**What the task requires**
Please show every line from the entries that carries the word "import".

= = = = = = =

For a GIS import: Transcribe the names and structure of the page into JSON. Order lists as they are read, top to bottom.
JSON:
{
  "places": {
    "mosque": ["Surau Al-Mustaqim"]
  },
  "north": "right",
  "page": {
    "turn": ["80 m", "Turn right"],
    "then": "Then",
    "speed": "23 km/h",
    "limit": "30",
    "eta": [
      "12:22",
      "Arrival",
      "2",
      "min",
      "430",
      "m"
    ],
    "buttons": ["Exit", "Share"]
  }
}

= = = = = = =

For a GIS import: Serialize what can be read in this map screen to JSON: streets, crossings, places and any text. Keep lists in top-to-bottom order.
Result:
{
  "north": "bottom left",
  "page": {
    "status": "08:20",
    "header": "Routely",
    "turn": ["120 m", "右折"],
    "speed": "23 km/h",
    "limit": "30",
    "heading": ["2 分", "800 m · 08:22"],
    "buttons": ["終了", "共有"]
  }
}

= = = = = = =

**Completed task**
For a GIS import: Transcribe the names and structure of the page into JSON. Order lists as they are read, top to bottom.
For a GIS import: Serialize what can be read in this map screen to JSON: streets, crossings, places and any text. Keep lists in top-to-bottom order.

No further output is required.